Periprosthetic joint infections are a devastating complication of total joint arthroplasty that can result in chronic pain, loss of mobility and poor quality of life for the patient, and increased health-care costs resulting from readmissions, additional surgical procedures, and postoperative complications [9]. Identification of the infectious organism is imperative for selection of a specific pharmacologic treatment. In patients with suspected PJI, it is critical to obtain a thorough history that seeks to identify possible risk factors for infection, including delayed wound closure, recent medical and dental procedures, travel history, and animal exposure. Given that the prevalence of skin reactivity to histoplasmin in Trinidad is approximately 42% [8], physicians should include this endemic fungus on their differential as a potential cause of a chronic prosthetic joint infection in this geographic region.

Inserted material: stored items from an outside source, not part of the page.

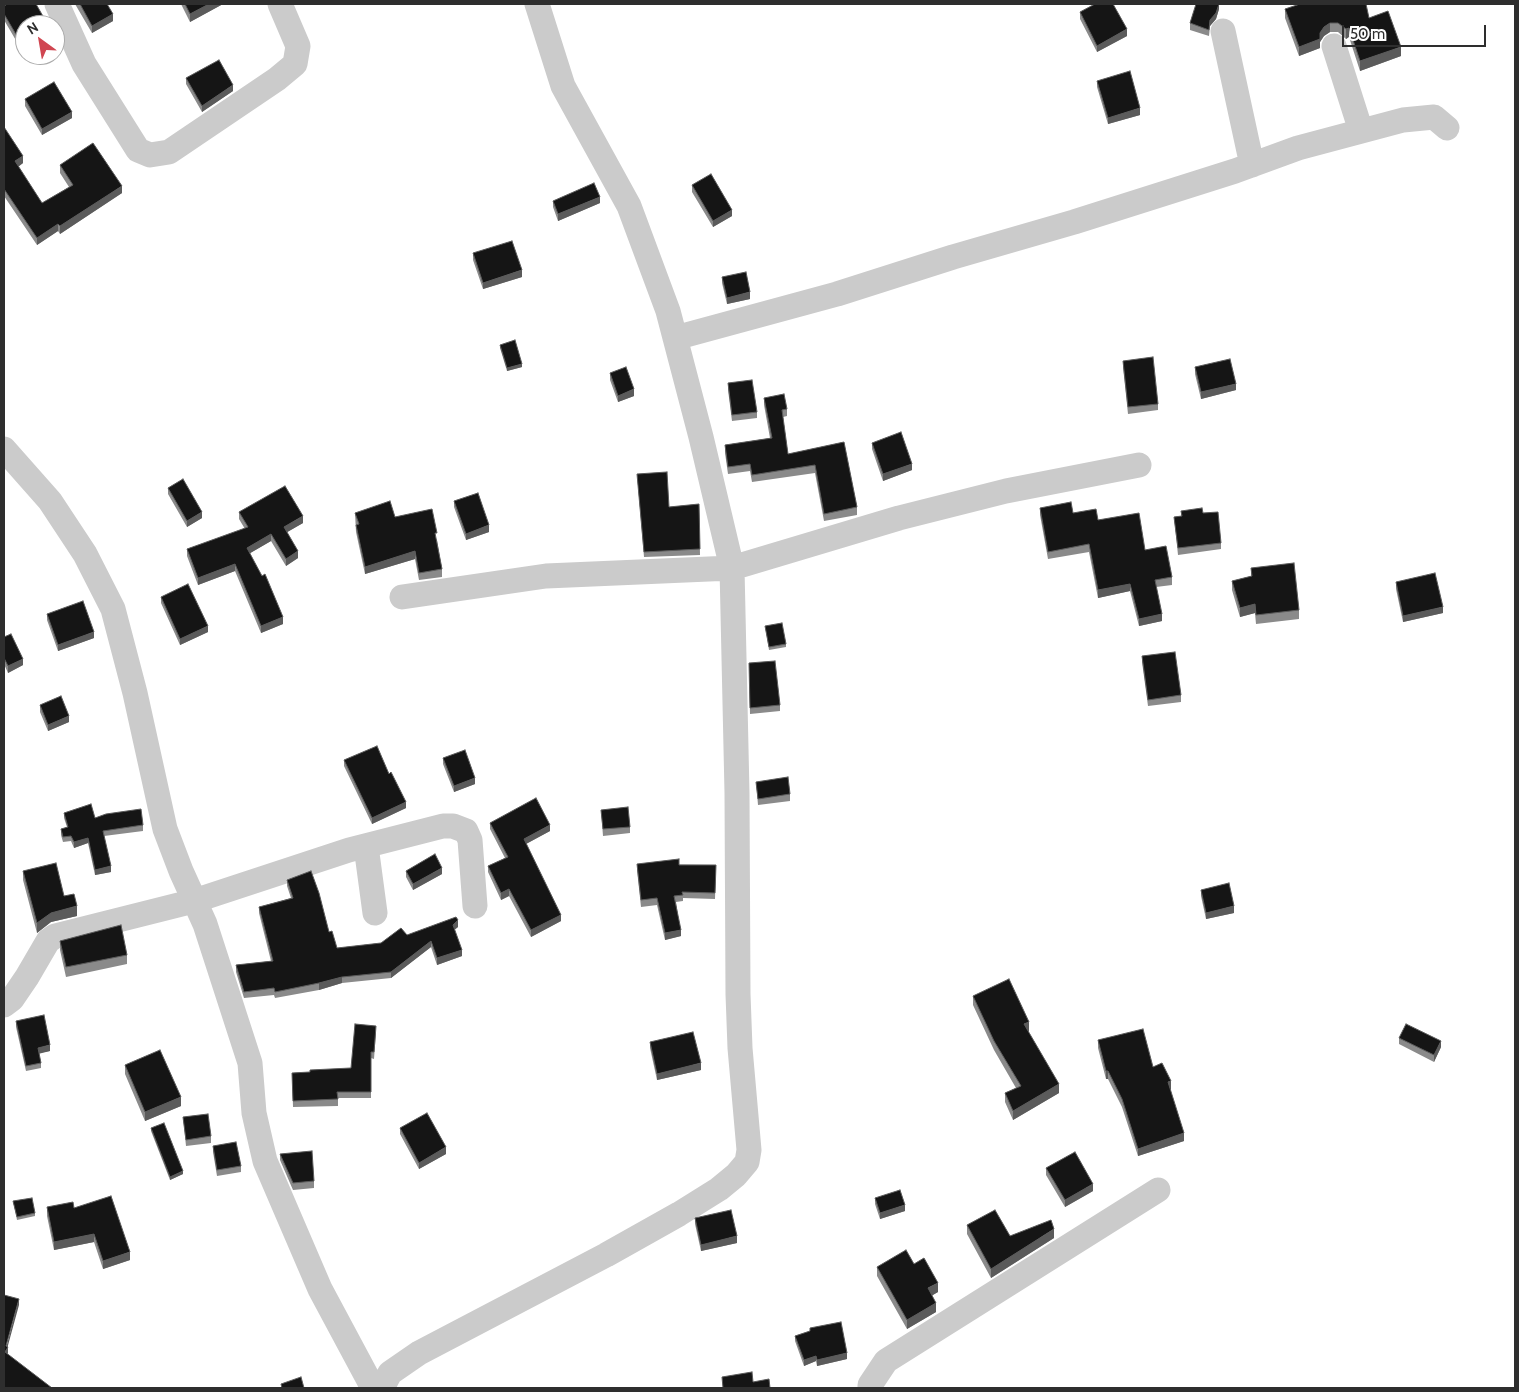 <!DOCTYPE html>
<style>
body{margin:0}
#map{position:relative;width:1519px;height:1392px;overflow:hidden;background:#fff;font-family:Cabin,sans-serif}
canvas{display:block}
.frame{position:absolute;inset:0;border:5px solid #2e2e2e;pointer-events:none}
.north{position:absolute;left:15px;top:15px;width:50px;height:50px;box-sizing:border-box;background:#fff;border:1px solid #ababab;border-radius:50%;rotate:328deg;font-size:14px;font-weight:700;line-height:20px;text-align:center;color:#2e2e2e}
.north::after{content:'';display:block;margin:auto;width:18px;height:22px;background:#d04651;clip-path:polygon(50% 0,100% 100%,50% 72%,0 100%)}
.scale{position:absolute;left:1342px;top:25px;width:144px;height:22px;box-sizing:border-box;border:2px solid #2e2e2e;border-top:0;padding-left:6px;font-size:15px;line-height:18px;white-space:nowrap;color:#2e2e2e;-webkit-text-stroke:4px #fff;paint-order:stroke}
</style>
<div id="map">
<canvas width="1519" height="1392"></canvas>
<div class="frame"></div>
<div class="north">N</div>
<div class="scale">50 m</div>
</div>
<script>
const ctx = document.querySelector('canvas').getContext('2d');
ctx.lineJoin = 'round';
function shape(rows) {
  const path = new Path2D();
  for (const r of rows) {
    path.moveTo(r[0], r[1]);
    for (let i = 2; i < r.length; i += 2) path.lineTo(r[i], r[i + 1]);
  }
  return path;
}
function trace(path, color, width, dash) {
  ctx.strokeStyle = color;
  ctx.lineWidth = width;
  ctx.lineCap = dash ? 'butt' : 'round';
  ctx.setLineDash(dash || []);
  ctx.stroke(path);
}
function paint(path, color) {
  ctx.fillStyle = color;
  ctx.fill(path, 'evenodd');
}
const minor = shape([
 [57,4,84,64,138,150,150,155,169,152,277,79,295,64,298,46,280,4],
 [1223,31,1252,165],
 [1334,46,1361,131],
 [675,338,837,294,953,257,1074,222,1235,171,1298,148,1403,120,1434,117,1447,128],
 [4,449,50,501,85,554,113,609,135,693,165,829,181,871,205,924,250,1063,254,1113,265,1161,320,1289,373,1388],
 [402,597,546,576,732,568,899,518,1006,491,1139,465],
 [366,846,375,913],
 [4,1005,12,999,27,977,48,941,55,936,194,901,349,850,443,826,453,826,466,831,470,840,475,906],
 [382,1388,390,1373,419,1353,606,1255,679,1214,719,1189,736,1175,747,1162,749,1150,740,1048,738,994,737,793,732,568,701,437,668,311,629,206,563,86,537,4],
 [870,1388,870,1385,886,1361,1158,1190]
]);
const wall = shape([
 [75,4,107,4,113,21,92,33],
 [181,4,223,4,190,22],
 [4,6,25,25,25,54,24,54,4,20],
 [1219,9,1216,19,1210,26,1209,36,1190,30,1190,23],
 [1285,9,1369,18,1401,56,1360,71,1349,37,1346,39,1338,32,1330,32,1324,36,1320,42,1320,48,1299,56,1285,18],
 [1080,12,1127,36,1097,52,1080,19],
 [186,78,233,91,202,112,186,84],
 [1097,81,1140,115,1108,124,1097,87],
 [25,99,72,118,42,135,25,106],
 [4,127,23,163,18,167,42,203,69,187,60,173,60,165,122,193,60,234,58,231,37,245,4,196],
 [692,185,732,216,713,227,692,192],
 [553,201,600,203,558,221,553,207],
 [473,253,522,277,483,289,473,260],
 [722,277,750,299,727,304,722,283],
 [500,345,522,367,507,371,500,348],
 [1123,361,1158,404,1158,410,1128,414,1123,367],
 [1195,367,1236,390,1201,399,1195,374],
 [610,373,634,396,618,402,610,380],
 [728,383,757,412,757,418,732,421,728,390],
 [764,398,787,409,787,416,783,417,788,454,844,442,857,507,857,515,824,521,815,473,752,482,750,471,728,474,725,453,725,445,770,438,764,405],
 [872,443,912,470,883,481,872,449],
 [637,474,669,507,699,504,700,555,644,557],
 [168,488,202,518,187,527,168,494],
 [454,501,489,532,466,540,454,507],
 [1040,508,1073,513,1098,520,1145,550,1172,577,1172,585,1156,587,1162,621,1139,626,1130,591,1098,598,1089,552,1048,559,1040,515],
 [1181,511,1203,513,1221,543,1221,549,1178,555,1174,517,1181,516],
 [239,512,303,523,287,532,298,558,286,566,271,541,250,553,283,624,261,633,235,571,198,585,187,556,187,549,245,529,239,519],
 [355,513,395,517,437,540,442,569,442,577,419,580,415,559,365,574,356,532],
 [1251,568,1299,610,1299,619,1256,624,1255,613,1240,617,1232,590,1232,581,1251,576],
 [1396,582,1443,613,1403,622,1396,589],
 [161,597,208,632,180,645,161,603],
 [47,614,94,638,58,651,47,620],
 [765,626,786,644,786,647,769,650],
 [4,637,23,665,8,673,4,664],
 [1142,656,1181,695,1181,702,1148,706,1142,662],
 [749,663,780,705,780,711,750,714],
 [40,705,69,722,48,731,40,712],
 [443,758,475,784,454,792,443,764],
 [344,760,389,774,406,808,372,824,344,766],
 [756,782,790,794,790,801,758,805],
 [601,810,630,827,630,833,603,836],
 [64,813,143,825,143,831,104,836,111,872,95,875,88,843,74,848,71,841,63,842,61,835,61,829,67,827,64,818],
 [490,823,550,831,526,844,561,921,531,937,509,896,501,900,488,872,488,866,505,858,490,829],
 [637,864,716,865,715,899,683,898,683,901,676,902,681,936,665,940,657,905,641,907,637,870],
 [23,871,64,896,77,916,51,922,37,933,23,880],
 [406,871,442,874,413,890,406,877],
 [287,880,329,932,337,948,381,943,407,935,458,927,454,930,462,956,437,965,431,947,391,978,342,983,319,990,275,998,274,995,244,998,236,972,236,965,271,961,259,913,259,907,291,898,287,886],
 [1201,890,1234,913,1206,919,1201,896],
 [60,941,127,955,127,964,66,977,60,950],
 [973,996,1029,1031,1028,1031,1059,1093,1013,1120,1005,1102,1005,1093,1016,1088,994,1050,973,1005],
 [16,1021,50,1051,39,1053,41,1063,41,1068,26,1071,16,1027],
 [376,1032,374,1059,371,1058,371,1098,338,1098,338,1106,293,1107,292,1073,310,1072,351,1068],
 [1399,1038,1441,1047,1434,1062,1399,1044],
 [1098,1040,1153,1067,1171,1089,1170,1089,1184,1141,1138,1156,1122,1107,1108,1079,1106,1079,1098,1048],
 [650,1042,701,1070,657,1080,650,1048],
 [125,1065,181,1106,145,1121,125,1074],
 [183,1117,211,1136,211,1143,186,1146],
 [151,1128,183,1174,170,1180,151,1131],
 [400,1128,446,1154,419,1169,400,1134],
 [213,1146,241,1166,241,1172,217,1176,213,1152],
 [280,1154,314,1181,314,1188,293,1190,280,1160],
 [1046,1168,1093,1191,1065,1207,1046,1175],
 [875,1198,905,1211,880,1219,875,1204],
 [13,1201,35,1213,35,1216,17,1220],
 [47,1207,74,1208,130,1260,103,1269,94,1242,54,1250,47,1216],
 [695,1218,737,1243,701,1251,695,1224],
 [967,1225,1010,1236,1054,1238,991,1278,967,1234],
 [877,1267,938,1292,932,1295,936,1312,907,1329,877,1276],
 [810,1328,847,1359,817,1366,816,1361,804,1366,795,1341,795,1336,810,1331]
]);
const shadedWall = shape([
 [209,4,223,4,190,22,190,14],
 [1219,4,1219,9,1216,19,1210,26,1210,20],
 [113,14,113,21,92,33,92,26],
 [1330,23,1330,32,1324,36,1320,42,1320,48,1299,56,1299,47,1320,33,1324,27],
 [1349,28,1349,37,1346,39,1346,29],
 [1127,29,1127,36,1097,52,1097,46],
 [1401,47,1401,56,1360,71,1360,61],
 [233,85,233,91,202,112,202,106],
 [1140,108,1140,115,1108,124,1108,118],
 [72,112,72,118,42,135,42,129],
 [23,156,23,163,15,169,15,161],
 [122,186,122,193,60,234,60,226],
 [600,197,600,203,558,221,558,214],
 [732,210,732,216,713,227,713,221],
 [58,224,58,231,37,245,37,238],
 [522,270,522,277,483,289,483,283],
 [750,292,750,299,727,304,727,298],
 [522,364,522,367,507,371,507,368],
 [1236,384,1236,390,1201,399,1201,392],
 [634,389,634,396,618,402,618,396],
 [912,464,912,470,883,481,883,474],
 [202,512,202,518,187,527,187,521],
 [303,516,303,523,284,534,284,527],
 [489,525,489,532,466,540,466,534],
 [271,534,271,541,247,555,247,548],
 [298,551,298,558,286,566,286,559],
 [415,551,415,559,365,574,365,567],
 [235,564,235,571,198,585,198,578],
 [1130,584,1130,591,1098,598,1098,590],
 [1255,604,1255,613,1240,617,1240,608],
 [1443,607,1443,613,1403,622,1403,616],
 [1162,614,1162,621,1139,626,1139,619],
 [283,617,283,624,261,633,261,626],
 [208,626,208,632,180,645,180,639],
 [94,632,94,638,58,651,58,645],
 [23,659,23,665,8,673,8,666],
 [69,716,69,722,48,731,48,725],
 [475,778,475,784,454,792,454,786],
 [406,802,406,808,372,824,372,818],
 [550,825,550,831,524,845,524,839],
 [88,838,88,843,74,848,74,842],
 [111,866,111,872,95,875,95,870],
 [442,868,442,874,413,890,413,884],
 [509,889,509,896,501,900,501,893],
 [77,906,77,916,51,922,37,933,37,923,51,913],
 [1234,906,1234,913,1206,919,1206,913],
 [561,915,561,921,531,937,531,930],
 [458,920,458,927,453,931,453,925],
 [681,930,681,936,665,940,665,933],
 [431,941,431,947,391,978,391,972],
 [462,950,462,956,437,965,437,958],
 [342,977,342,983,319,990,319,983],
 [1029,1022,1029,1031,1024,1033,1024,1024],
 [1441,1041,1441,1047,1434,1062,1434,1055],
 [50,1045,50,1051,38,1054,38,1048],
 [701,1063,701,1070,657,1080,657,1074],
 [1106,1071,1108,1071,1108,1079,1106,1079],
 [1171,1081,1171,1089,1168,1090,1168,1082],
 [1059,1084,1059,1093,1013,1120,1013,1111],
 [181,1097,181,1106,145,1121,145,1112],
 [1184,1133,1184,1141,1138,1156,1138,1149],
 [446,1147,446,1154,419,1169,419,1163],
 [183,1171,183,1174,170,1180,170,1177],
 [1093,1184,1093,1191,1065,1207,1065,1200],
 [905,1205,905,1211,880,1219,880,1213],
 [1054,1229,1054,1238,991,1278,991,1269],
 [94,1234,94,1242,54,1250,54,1242],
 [737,1236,737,1243,701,1251,701,1245],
 [130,1252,130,1260,103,1269,103,1261],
 [938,1283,938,1292,928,1298,928,1288],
 [19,1299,19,1305,7,1349,8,1347,8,1353,5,1358,5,1352],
 [936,1303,936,1312,907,1329,907,1320],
 [847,1353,847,1359,817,1366,817,1360],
 [816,1356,816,1361,804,1366,804,1360]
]);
const building = shape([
 [7,4,36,4,48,25,25,25,25,47,24,48,4,14,4,6,7,4],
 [80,4,107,4,113,14,92,26,80,4],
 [185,4,209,4,190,14,185,4],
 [1095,4,1113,4,1127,29,1097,46,1080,12,1095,4],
 [1196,4,1219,4,1216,13,1210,20,1209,30,1190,23,1196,4],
 [1300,4,1366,4,1369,18,1388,11,1401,47,1360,61,1349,28,1346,29,1338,23,1330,23,1324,27,1320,33,1320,39,1299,47,1285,9,1300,4],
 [219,60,233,85,202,106,186,78,219,60],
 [1130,71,1140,108,1108,118,1097,81,1130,71],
 [54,82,72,112,42,129,25,99,54,82],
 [4,127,23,156,15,161,42,203,73,185,60,165,93,143,122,186,60,226,58,224,37,238,4,189,4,127],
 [711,174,732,210,713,221,692,185,711,174],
 [594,183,600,197,558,214,553,201,594,183],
 [512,241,522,270,483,283,473,253,512,241],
 [746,272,750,292,727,298,722,277,746,272],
 [515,340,522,364,507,368,500,345,515,340],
 [1153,357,1158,404,1128,407,1123,361,1153,357],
 [1230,359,1236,384,1201,392,1195,367,1230,359],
 [626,367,634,389,618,396,610,373,626,367],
 [752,380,757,412,732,415,728,383,752,380],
 [784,394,787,409,782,410,788,454,844,442,857,507,824,514,815,465,752,475,750,464,728,467,725,445,772,438,764,398,784,394],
 [901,432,912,464,883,474,872,443,901,432],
 [667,472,669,507,699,504,700,549,644,552,637,474,667,472],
 [183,479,202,512,187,521,168,488,183,479],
 [285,486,303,516,284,527,298,551,286,559,271,534,247,548,262,576,265,574,283,617,261,626,235,564,198,578,187,549,248,527,239,512,285,486],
 [478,493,489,525,466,534,454,501,478,493],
 [390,501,395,517,432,509,437,533,435,533,442,569,419,573,415,551,365,567,356,525,359,524,355,513,390,501],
 [1071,502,1073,513,1096,509,1098,520,1139,513,1145,550,1166,546,1172,577,1155,580,1162,614,1139,619,1130,584,1098,590,1089,544,1048,552,1040,508,1071,502],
 [1202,508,1203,513,1218,512,1221,543,1178,548,1174,517,1182,516,1181,511,1202,508],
 [1294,563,1299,610,1256,615,1255,604,1240,608,1232,581,1252,576,1251,568,1294,563],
 [1435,573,1443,607,1403,616,1396,582,1435,573],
 [188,584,208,626,180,639,161,597,188,584],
 [83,601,94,632,58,645,47,614,83,601],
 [782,623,786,644,769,647,765,626,782,623],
 [11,634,23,659,8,666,4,658,4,637,11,634],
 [1175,652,1181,695,1148,700,1142,656,1175,652],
 [775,661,780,705,750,708,749,663,775,661],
 [61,696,69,716,48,725,40,705,61,696],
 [377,746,389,774,391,772,406,802,372,818,344,760,377,746],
 [465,750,475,778,454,786,443,758,465,750],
 [788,777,790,794,758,799,756,782,788,777],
 [536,798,550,825,524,839,561,915,531,930,509,889,501,893,488,866,508,857,490,823,536,798],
 [91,804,95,818,106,814,141,809,143,825,103,831,111,866,95,870,88,838,74,842,71,836,63,837,61,829,68,827,64,813,91,804],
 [628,807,630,827,603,829,601,810,628,807],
 [435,854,442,868,413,884,406,871,435,854],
 [679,859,679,865,716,865,715,893,682,892,683,895,674,896,681,930,665,933,657,898,641,900,637,864,679,859],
 [56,863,64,896,74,894,77,906,51,913,37,923,23,871,56,863],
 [311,871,319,893,329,932,332,931,337,948,381,943,401,928,407,935,456,917,458,920,453,925,462,950,437,958,431,941,391,972,342,977,319,983,275,992,274,988,244,992,236,965,273,961,259,907,293,898,287,880,311,871],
 [1229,883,1234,906,1206,913,1201,890,1229,883],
 [121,925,127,955,66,967,60,941,121,925],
 [1009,979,1029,1022,1024,1024,1059,1084,1013,1111,1005,1093,1021,1086,994,1041,973,996,1009,979],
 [44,1015,50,1045,38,1048,41,1063,26,1066,16,1021,44,1015],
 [355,1024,376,1026,374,1052,371,1052,371,1092,337,1092,338,1099,293,1101,292,1073,310,1072,310,1070,351,1068,355,1024],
 [1406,1024,1441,1041,1434,1055,1399,1038,1406,1024],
 [1143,1029,1153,1067,1162,1063,1171,1081,1168,1082,1184,1133,1138,1149,1122,1099,1108,1071,1106,1071,1098,1040,1143,1029],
 [693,1032,701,1063,657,1074,650,1042,693,1032],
 [160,1050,181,1097,145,1112,125,1065,160,1050],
 [427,1113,446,1147,419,1163,400,1128,427,1113],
 [208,1114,211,1136,186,1140,183,1117,208,1114],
 [164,1123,183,1171,170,1177,151,1128,164,1123],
 [236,1142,241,1166,217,1170,213,1146,236,1142],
 [312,1151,314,1181,293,1183,280,1154,312,1151],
 [1075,1152,1093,1184,1065,1200,1046,1168,1075,1152],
 [900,1190,905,1205,880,1213,875,1198,900,1190],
 [111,1196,130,1252,103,1261,94,1234,54,1242,47,1207,73,1202,74,1208,111,1196],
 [32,1198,35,1213,17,1217,13,1201,32,1198],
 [731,1210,737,1236,701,1245,695,1218,731,1210],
 [995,1210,1010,1236,1051,1220,1054,1229,991,1269,967,1225,995,1210],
 [906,1250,914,1264,924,1258,938,1283,928,1288,936,1303,907,1320,877,1267,906,1250],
 [4,1295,19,1299,6,1346,8,1347,5,1352,52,1388,4,1388,4,1295],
 [841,1322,847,1353,817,1360,816,1356,804,1360,795,1336,810,1331,810,1328,841,1322],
 [752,1372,753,1382,769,1379,770,1388,723,1388,722,1377,752,1372],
 [301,1377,304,1388,282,1388,281,1384,301,1377]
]);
trace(minor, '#cbcbcb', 25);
paint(wall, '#8a8a8a');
paint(shadedWall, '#5b5b5b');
paint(building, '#151515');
trace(building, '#5b5b5b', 1);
</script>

Currently, there are no specific treatment recommendations for a prosthetic joint infection secondary to Histoplasmosis, but we can extrapolate from published guidelines for fungal PJIs in general, that a two-stage exchange is likely indicated [10].

In 2019, Meiyappan et al. [5] published a case report of a Histoplasmosis periprosthetic joint infection that described a different pharmacologic treatment approaches, including the use of an antibiotic spacer cement formulation with 4 grams of vancomycin and 800 mg of amphotericin B. Although this group did not use an antifungal medication in their two-stage reimplantation cement mixture (Simplex P plus tobramycin), the patient has remained infection free at 3.8 years.

Other documented recommendations for cement formulations in fungal infections exist but are not specific to the treatment of Histoplasmosis. In this case, we describe a unique cement formulation that leads to the successful treatment of a patient with Histoplasma capsulatum periprosthetic joint infection. This included using antibiotic-coated dowel rods for the static spacer and a cement formulation with amphotericin and fluconazole for the spacer. For the second stage, we recommend using voriconazole mixed into the bone cement. At 7 months post reimplantation, this patient showed no active signs of infection and is progressing well.

Ultimately, in patients with suspected or confirmed periprosthetic joint infection, it is critical to obtain a thorough patient history, to involve an infectious disease specialist team early, and to ensure that the appropriate techniques for two-stage implant revision are employed to optimize patient outcomes.

Data Availability

The data used in this paper to support the findings of this study are included within the article.

This patient was informed that data concerning the case would be submitted for publication and the patient agreed to proceed.

Disclosure

An earlier version of this work was presented as a poster at the 18th Annual Resident and Fellow Research Day at VCU in 2021.

Conflicts of Interest

The authors declare that they have no conflicts of interest.